The deal would create the nation’s first-ever coast-to-coast freight railroad and employ an estimated 40,000 of the nation’s 115,000 freight rail workers, most of them unionized.
Though the actual words “serial violator” were not in OSHA’s announcement, the agency’s statement added Union Pacific would have to show it could meet “fair working conditions for its employees” to win federal approval of the purchase/merger.
Besides, Norfolk Southern has its own safety issues, in East Palestine, Ohio, from the February 2023 derailment, fire, and release of toxic fumes from tank cars there.
Not specific about injury
OSHA was not specific about the engineer/whistleblower’s injury and did not name him, but its statement came from its Dallas office. Such whistleblower firings are illegal.
Other agencies, such as the Justice Department, the Surface Transportation Board, and the Federal Trade Commission, will have a say in whether Union Pacific’s bid will succeed.
Extant records show the violations, including Union Pacific firing another whistleblower more than two decades ago. Its safety and health violations over decades will become part of the debate over the merger, as will this illegal firing and OSHA fine. Transport Workers President John Samuelsen made sure of that.

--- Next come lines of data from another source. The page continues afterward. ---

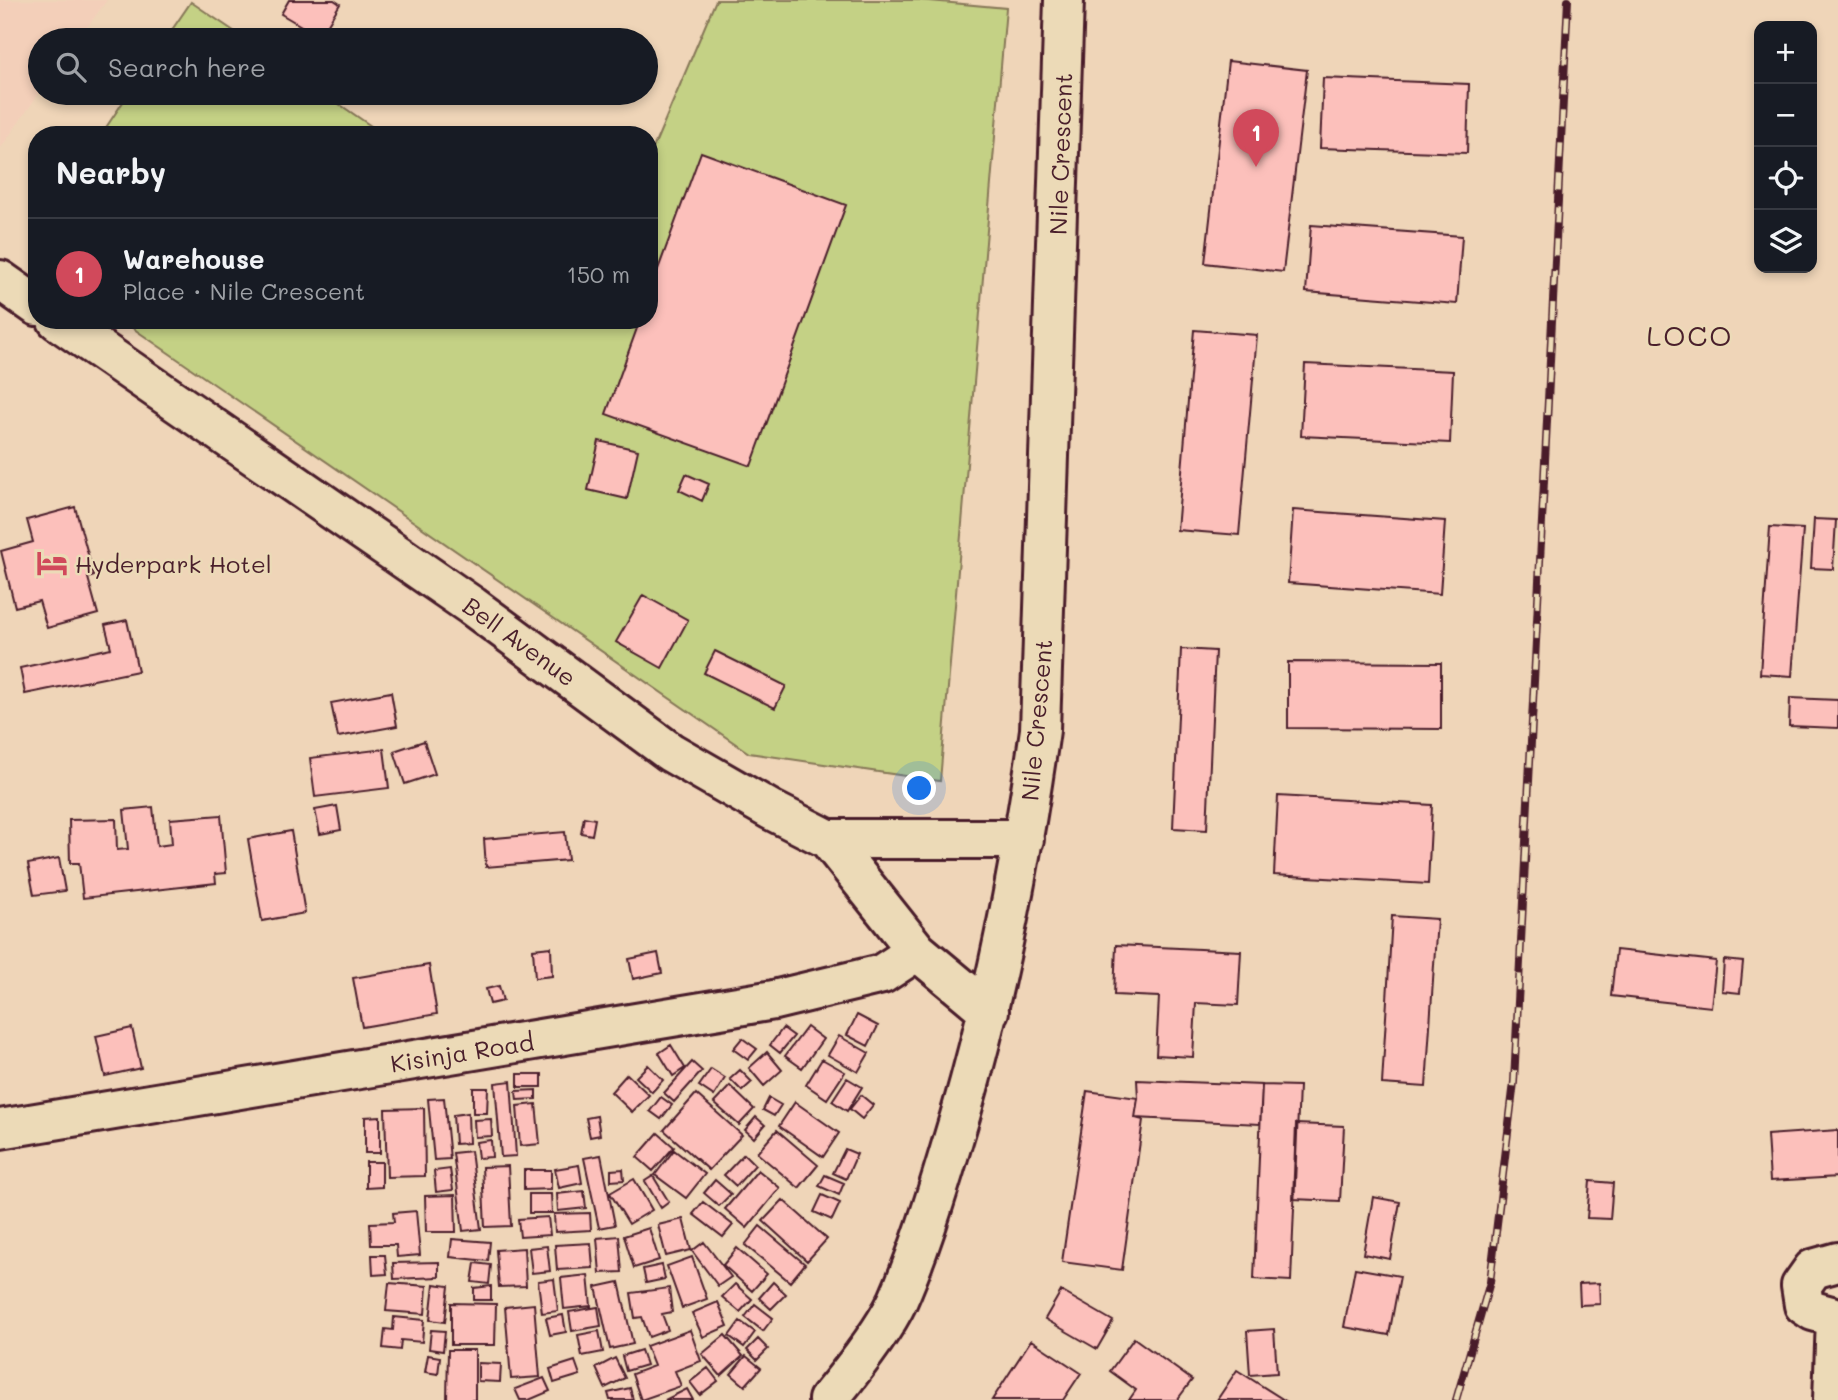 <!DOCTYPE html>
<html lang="en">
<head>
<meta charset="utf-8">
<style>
  :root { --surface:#171b24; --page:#20242c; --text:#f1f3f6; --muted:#9ea1a6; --line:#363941; --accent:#d1495b }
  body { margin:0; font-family:Mali,sans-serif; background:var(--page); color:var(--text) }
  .controls { position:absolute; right:21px; top:21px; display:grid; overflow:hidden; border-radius:14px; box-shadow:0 4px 10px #0003 }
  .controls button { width:63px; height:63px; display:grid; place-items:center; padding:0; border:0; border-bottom:2px solid var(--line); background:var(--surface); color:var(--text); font:35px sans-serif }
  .you { position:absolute; left:920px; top:789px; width:24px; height:24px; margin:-18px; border:5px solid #fff; border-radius:50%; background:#1a73e8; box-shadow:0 0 0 10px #1a73e833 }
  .badge { display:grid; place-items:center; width:46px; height:46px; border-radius:50%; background:var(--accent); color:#fff; font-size:23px; font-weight:700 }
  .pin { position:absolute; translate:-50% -58px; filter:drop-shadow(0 2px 4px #0008) }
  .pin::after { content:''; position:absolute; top:37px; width:24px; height:21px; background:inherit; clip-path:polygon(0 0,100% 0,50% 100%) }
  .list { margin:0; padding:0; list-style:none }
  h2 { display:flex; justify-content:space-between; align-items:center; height:91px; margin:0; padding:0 28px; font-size:30px }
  h2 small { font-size:23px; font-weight:400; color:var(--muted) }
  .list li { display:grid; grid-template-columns:46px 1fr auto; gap:21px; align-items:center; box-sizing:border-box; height:112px; padding:0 28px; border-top:2px solid var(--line) }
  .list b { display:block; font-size:26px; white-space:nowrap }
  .list p { margin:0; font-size:23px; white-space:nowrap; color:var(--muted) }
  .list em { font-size:23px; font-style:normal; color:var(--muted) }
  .icon { flex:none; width:38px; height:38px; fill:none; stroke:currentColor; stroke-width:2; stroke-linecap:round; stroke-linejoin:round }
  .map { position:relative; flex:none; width:1838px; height:1400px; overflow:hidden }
  .search { position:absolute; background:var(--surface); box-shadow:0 4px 10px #0003; left:28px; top:28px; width:630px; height:77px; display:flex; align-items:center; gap:18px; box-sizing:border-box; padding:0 24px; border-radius:38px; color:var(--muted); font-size:26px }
  .panel { position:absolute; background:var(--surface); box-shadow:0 4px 10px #0003; left:28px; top:126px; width:630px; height:203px; border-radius:28px }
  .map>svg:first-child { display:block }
  .built { fill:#f3cfb9 }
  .green { fill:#c4d185; stroke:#877858; stroke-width:2 }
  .building { fill:#fcc0bb; stroke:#4a1f2b; stroke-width:2 }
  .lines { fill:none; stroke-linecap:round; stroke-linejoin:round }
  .minor-casing { stroke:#4a1f2b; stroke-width:44 }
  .minor { stroke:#ecdab7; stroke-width:38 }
  .rail-casing { stroke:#4a1f2b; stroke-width:8 }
  .rail { stroke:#ecdab7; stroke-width:5; stroke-dasharray:16; stroke-linecap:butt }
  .labels { text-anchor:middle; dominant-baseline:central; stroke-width:5; stroke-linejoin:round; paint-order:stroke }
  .street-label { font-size:24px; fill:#4a1f2b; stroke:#ecdab7 }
  .poi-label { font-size:24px; fill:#4a1f2b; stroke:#ecdab7; text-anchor:start }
  .quarter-label { font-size:28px; letter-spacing:2px; fill:#4a1f2b; stroke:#ecdab7 }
</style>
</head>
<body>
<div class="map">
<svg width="1838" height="1400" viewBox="0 0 1838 1400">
  <rect width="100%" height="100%" fill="#efd5b8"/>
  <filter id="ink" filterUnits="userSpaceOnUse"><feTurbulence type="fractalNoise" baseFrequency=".0143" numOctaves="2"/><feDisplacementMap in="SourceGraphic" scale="14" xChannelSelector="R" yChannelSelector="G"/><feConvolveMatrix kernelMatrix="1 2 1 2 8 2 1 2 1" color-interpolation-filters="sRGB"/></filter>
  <g filter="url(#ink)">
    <path class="built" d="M0 0H107L78 40H40V92L0 149Z"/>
    <path class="green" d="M716 0H919L1006 8 940 781 749 753 121 320H649V158Z
      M191 2 247 40H165Z
      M129 93H323L384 135H101Z"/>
    <path class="building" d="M289 0H334L340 4 320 37 281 14Z
      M1228 61 1307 70 1283 272 1205 263Z
      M1323 78 1469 84 1467 153 1320 148Z
      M701 152 846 205 751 466 606 414 640 320H649V294Z
      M1311 225 1462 236 1457 304 1306 292Z
      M1194 330 1257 335 1239 535 1177 530Z
      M1305 364 1453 371 1450 443 1301 436Z
      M599 441 638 450 627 499 588 490Z
      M686 474 709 484 702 501 679 490Z
      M75 507 94 576 88 578 98 614 47 628 39 601 15 607 1 551 33 542 27 520Z
      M1293 510 1445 521 1440 594 1288 583Z
      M1814 519 1836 520 1833 569 1811 568Z
      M1770 527 1803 529 1792 676 1760 674Z
      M643 595 688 620 662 668 616 642Z
      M127 620 138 671 25 694 20 668 111 648 105 625Z
      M1181 649 1215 651 1207 830 1173 828Z
      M715 651 786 686 775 708 704 673Z
      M1288 662 1441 663V729L1288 728Z
      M391 692 397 726 338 737 331 703Z
      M1790 698 1838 700V728L1789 726Z
      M424 741 435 774 405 784 394 751Z
      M384 749 389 788 315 797 310 758Z
      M1278 796 1432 805 1428 884 1274 875Z
      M337 806 341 830 320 834 315 810Z
      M153 807 157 846 172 844 170 819 221 815 226 873 215 874 216 883 83 898 79 863H70L69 820 116 819 117 850 128 849 124 810Z
      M584 817 595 819 592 835 581 833Z
      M291 831 305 913 262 921 248 839Z
      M565 832 568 860 486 867 484 839Z
      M59 858 65 891 34 895 28 864Z
      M1392 916 1437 919 1426 1087 1382 1084Z
      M1116 945 1241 951 1238 1005 1196 1003 1193 1057 1156 1055 1159 997 1114 995Z
      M551 947 552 976 535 978 533 949Z
      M1616 950 1716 961 1711 1007 1611 996Z
      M658 953 662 973 633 979 629 959Z
      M1724 960 1743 962 1740 993 1722 991Z
      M429 965 437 1014 362 1027 353 978Z
      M499 986 503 1001 490 1004 486 989Z
      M857 1015 878 1026 868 1046 847 1035Z
      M807 1027 823 1039 802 1068 785 1056Z
      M132 1028 141 1068 105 1076 96 1036Z
      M783 1028 794 1036 780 1053 770 1045Z
      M839 1036 869 1053 858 1072 828 1055Z
      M742 1038 757 1049 748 1060 733 1049Z
      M671 1045 685 1068 673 1076 659 1053Z
      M767 1052 782 1070 764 1086 749 1068Z
      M822 1059 845 1072 827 1099 806 1085Z
      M692 1062 702 1071 674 1102 664 1093Z
      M648 1065 663 1080 652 1092 636 1077Z
      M711 1069 725 1078 714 1096 699 1086Z
      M740 1070 752 1082 742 1091 730 1079Z
      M518 1074H542V1087H518Z
      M627 1074 649 1095 632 1112 611 1092Z
      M847 1078 862 1087 847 1111 832 1101Z
      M1137 1080 1262 1085 1260 1124 1135 1118 1138 1098Z
      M511 1081 516 1156 501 1157 495 1083Z
      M1262 1085 1299 1086 1291 1281 1254 1279Z
      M730 1086 754 1109 739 1125 714 1103Z
      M473 1088H488L487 1113H473Z
      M536 1090V1099L517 1100 516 1091Z
      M1087 1091 1138 1098 1135 1118 1143 1120 1122 1270 1062 1262Z
      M696 1094 742 1135 709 1170 664 1130Z
      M861 1095 873 1105 862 1119 850 1109Z
      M661 1097 672 1105 661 1119 650 1111Z
      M444 1098 450 1159 434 1160 428 1099Z
      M769 1098 781 1105 774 1116 763 1110Z
      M795 1102 839 1133 823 1157 779 1126Z
      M536 1104 540 1144 520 1146 517 1106Z
      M424 1108 425 1176 387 1177 385 1109Z
      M468 1113 469 1143 455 1144 453 1115Z
      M380 1116V1153H365V1117Z
      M597 1116 600 1135 590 1137 586 1118Z
      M756 1117 765 1125 754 1138 745 1130Z
      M491 1119 492 1136 475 1137 474 1120Z
      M1296 1124 1344 1126 1340 1201 1293 1199Z
      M777 1130 818 1165 799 1188 757 1153Z
      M1838 1130V1177L1770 1181 1767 1135Z
      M658 1133 674 1147 653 1171 637 1157Z
      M491 1140 492 1157 478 1158 476 1142Z
      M845 1149 857 1154 846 1179 833 1173Z
      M674 1150 705 1174 686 1198 655 1175Z
      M471 1151 481 1229 463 1231 453 1153Z
      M744 1154 755 1165 736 1186 724 1175Z
      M601 1155 615 1225 599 1228 584 1158Z
      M366 1162H382V1187L366 1188Z
      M579 1165 582 1183 559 1188 555 1169Z
      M508 1166 511 1226 485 1227 482 1167Z
      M450 1169 453 1190 436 1192 434 1171Z
      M623 1169 624 1180 611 1181V1170Z
      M524 1170H551V1189L524 1190Z
      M758 1170 780 1188 747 1228 725 1209Z
      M825 1175 844 1183 839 1195 819 1186Z
      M653 1176 669 1202 661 1208 645 1181Z
      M634 1179 652 1210 629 1224 610 1193Z
      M715 1180 731 1194 719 1206 704 1193Z
      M1590 1181 1613 1183 1610 1219 1587 1218Z
      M584 1191 586 1208 558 1211 557 1194Z
      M529 1194H551L552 1213H529Z
      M455 1195 456 1232H426L425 1196Z
      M822 1195 840 1203 832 1220 814 1212Z
      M1373 1197 1400 1202 1390 1259 1363 1254Z
      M783 1200 827 1239 807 1261 763 1221Z
      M703 1202 733 1225 723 1237 693 1214Z
      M416 1211 420 1255 397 1257 396 1245H371L370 1223 394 1222 393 1213Z
      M590 1213 591 1230 555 1232 554 1214Z
      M548 1217 550 1235 520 1237 518 1219Z
      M683 1219 691 1250 666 1256 658 1225Z
      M760 1226 805 1264 790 1282 745 1245Z
      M649 1228 659 1260 634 1268 624 1236Z
      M619 1236 622 1272 600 1273 597 1238Z
      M452 1239 490 1242 488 1261 450 1257Z
      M704 1242 731 1277 718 1286 692 1251Z
      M591 1243 593 1268 557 1270 555 1245Z
      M547 1246 550 1271 532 1273 529 1248Z
      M524 1248 526 1286 499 1287 496 1250Z
      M737 1248 767 1274 752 1291 723 1265Z
      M372 1255H385L387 1274 373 1275Z
      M692 1257 707 1299 682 1308 667 1266Z
      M439 1262V1277L394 1279 393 1263Z
      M475 1263 491 1265 489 1284 472 1282Z
      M662 1265 665 1279 646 1283 643 1269Z
      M1355 1268 1400 1276 1389 1335 1344 1327Z
      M588 1275 591 1306 564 1309 561 1278Z
      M554 1279 558 1311 542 1313 538 1281Z
      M619 1282 633 1344 610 1349 596 1287Z
      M773 1282 786 1294 771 1309 759 1298Z
      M389 1283 427 1286 425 1314 386 1311Z
      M1599 1283 1600 1304 1580 1305 1579 1284Z
      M434 1284 449 1286 445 1322 430 1320Z
      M735 1284 752 1299 740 1312 722 1297Z
      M491 1286V1300H474V1288Z
      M669 1288 672 1312 662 1314 668 1330 649 1337 642 1317 635 1318 631 1293Z
      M1061 1291 1113 1321 1097 1349 1045 1319Z
      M718 1302 728 1326 703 1337 692 1313Z
      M451 1303 496 1304 495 1345H451Z
      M534 1304 540 1377 511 1379 505 1307Z
      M755 1304 773 1318 763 1331 745 1317Z
      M598 1307 601 1326 572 1331 569 1312Z
      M563 1315 566 1332 550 1335 546 1318Z
      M394 1317 424 1320 422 1342 401 1340 400 1350 383 1348 385 1329 393 1330Z
      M740 1321 755 1332 744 1347 729 1336Z
      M1274 1329 1277 1373 1250 1375 1247 1331Z
      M431 1330 445 1331 443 1351 429 1349Z
      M690 1330 701 1361 675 1371 681 1386 641 1400 632 1374 654 1366 646 1346Z
      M599 1331 603 1352 582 1356 578 1335Z
      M725 1335 743 1356 721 1376 702 1354Z
      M1134 1338 1192 1380 1177 1400H1129L1136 1390 1110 1371Z
      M758 1339 768 1349 757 1360 747 1350Z
      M1031 1340 1081 1373 1063 1400H992Z
      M448 1350H475V1400H447Z
      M641 1350 646 1365 626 1371 622 1356Z
      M428 1355 440 1357 438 1374 425 1372Z
      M746 1356 761 1368 745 1386 731 1374Z
      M615 1358 625 1378 605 1388 596 1368Z
      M575 1361 580 1375 554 1383 550 1369Z
      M478 1363 501 1364 500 1382 478 1381Z
      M708 1368 718 1381 700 1395 690 1382Z
      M1237 1370 1284 1400H1217Z
      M544 1378 550 1391 529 1400H520L515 1389Z
      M630 1388 633 1400H610L608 1393Z
      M687 1389 693 1400H665Z"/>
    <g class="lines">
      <defs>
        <path id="minor" d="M0 280 37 306
          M57 320 472 606 670 752 771 810 828 839H1024
          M828 839 917 951 989 1011
          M0 1129 774 1000 882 974 917 951
          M1838 1262 1813 1269 1801 1286 1804 1305 1813 1311 1838 1318
          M828 1400C851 1372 883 1332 898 1300 919 1252 935 1200 950 1150 992 1013 1020 872 1040 730L1064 0
          M1833 1400 1836 1318"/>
      </defs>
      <use href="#minor" class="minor-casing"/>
      <use href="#minor" class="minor"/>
      <defs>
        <path id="rail" d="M1456 1400 1490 1282 1514 1082 1568 0"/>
      </defs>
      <use href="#rail" class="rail-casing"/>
      <use href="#rail" class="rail"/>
    </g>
  </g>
  <defs>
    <symbol id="hotel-bare" viewBox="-9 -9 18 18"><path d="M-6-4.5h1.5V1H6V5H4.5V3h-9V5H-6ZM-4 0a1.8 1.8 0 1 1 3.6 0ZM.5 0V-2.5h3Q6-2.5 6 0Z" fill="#d1495b" stroke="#ecdab7" stroke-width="2.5" paint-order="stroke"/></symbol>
  </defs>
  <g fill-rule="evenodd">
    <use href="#hotel-bare" x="30" y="541" width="44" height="44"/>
  </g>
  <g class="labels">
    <g class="street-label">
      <text transform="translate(1060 154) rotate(-88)">Nile Crescent</text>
      <text transform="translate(520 641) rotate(36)">Bell Avenue</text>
      <text transform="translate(1036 720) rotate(-85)">Nile Crescent</text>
      <text transform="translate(462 1052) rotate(-9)">Kisinja Road</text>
    </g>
    <g class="poi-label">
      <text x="75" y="563">Hyderpark Hotel</text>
    </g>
    <g class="quarter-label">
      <text x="1690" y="335">LOCO</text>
    </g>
  </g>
</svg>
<div class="controls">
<button>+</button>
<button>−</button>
<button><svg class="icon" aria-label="locate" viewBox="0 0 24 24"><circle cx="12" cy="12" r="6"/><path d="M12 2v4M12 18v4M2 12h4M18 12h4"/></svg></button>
<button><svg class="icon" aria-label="layers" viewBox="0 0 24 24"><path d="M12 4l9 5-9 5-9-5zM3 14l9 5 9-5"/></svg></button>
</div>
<div class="you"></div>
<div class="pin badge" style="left:1256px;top:167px">1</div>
<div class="search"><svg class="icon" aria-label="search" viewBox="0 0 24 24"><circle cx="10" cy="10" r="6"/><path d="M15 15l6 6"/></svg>Search here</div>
<section class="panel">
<h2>Nearby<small></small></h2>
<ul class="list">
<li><span class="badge">1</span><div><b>Warehouse</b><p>Place · Nile Crescent</p></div><em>150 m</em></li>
</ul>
</section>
</div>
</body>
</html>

“Union Pacific has a shameful safety record and was caught by the federal government trying to meddle in a safety audit,” said Samuelsen, whose union represents the Norfolk Southern workers. “There is no world where Union Pacific should be controlling a coast-to-coast rail network,” he added when the proposed purchase was unveiled several weeks ago.
Now it’s been caught in an even worse crime. OSHA is the lead agency in the entire federal government that enforces laws protecting whistleblowers.
“A supersized Union Pacific would be catastrophic for TWU rail workers, shippers, and the safety of millions of Americans who live and work near freight rail lines,” Samuelsen added.
TWU Rail Division Director John Feltz pointed out that when other big freight railroads recalled laid-off workers after the official end of the coronavirus pandemic—which slashed a lot of rail traffic—“Union Pacific cut railroad jobs.
“They are not to be trusted by railroad workers nationwide and the TWU will fight any attempt to ram through a merger that Wall Street might like but is bad for railroad workers and the safety of everyone.” said Feltz.
“This is going to be a long, drawn-out process where many groups will have a say,” Feltz predicted. “We expect the Surface Transportation Board, Federal Railroad Administration, key lawmakers, other railroads, and shippers to stand with organized labor and oppose this deal.”
That leaves the question of whether OSHA can make this fine or future ones stick. Budget cuts in the so-called “reconciliation” law Congress passed and GOP President Donald Trump signed make that dubious. That law keeps OSHA’s dollars at present levels. Afterwards is different.
Writing in Confined Space, his newsletter/blog on job safety and health issues, Jordan Barab, a former Deputy OSHA Administrator during the Democratic Obama administration, noted the Trump regime wants to cut OSHA’s overall budget by about $50 million (7.9%) to $582 million in the fiscal year starting October 1.
Its enforcement budget would decline by 9.7% ($24 million) to $219 million. The number of inspectors would drop from 1292 to 1124 and inspections would decline by 30%, to 24,929. At its height, during the Reagan administration, OSHA inspected 60,000 workplaces yearly.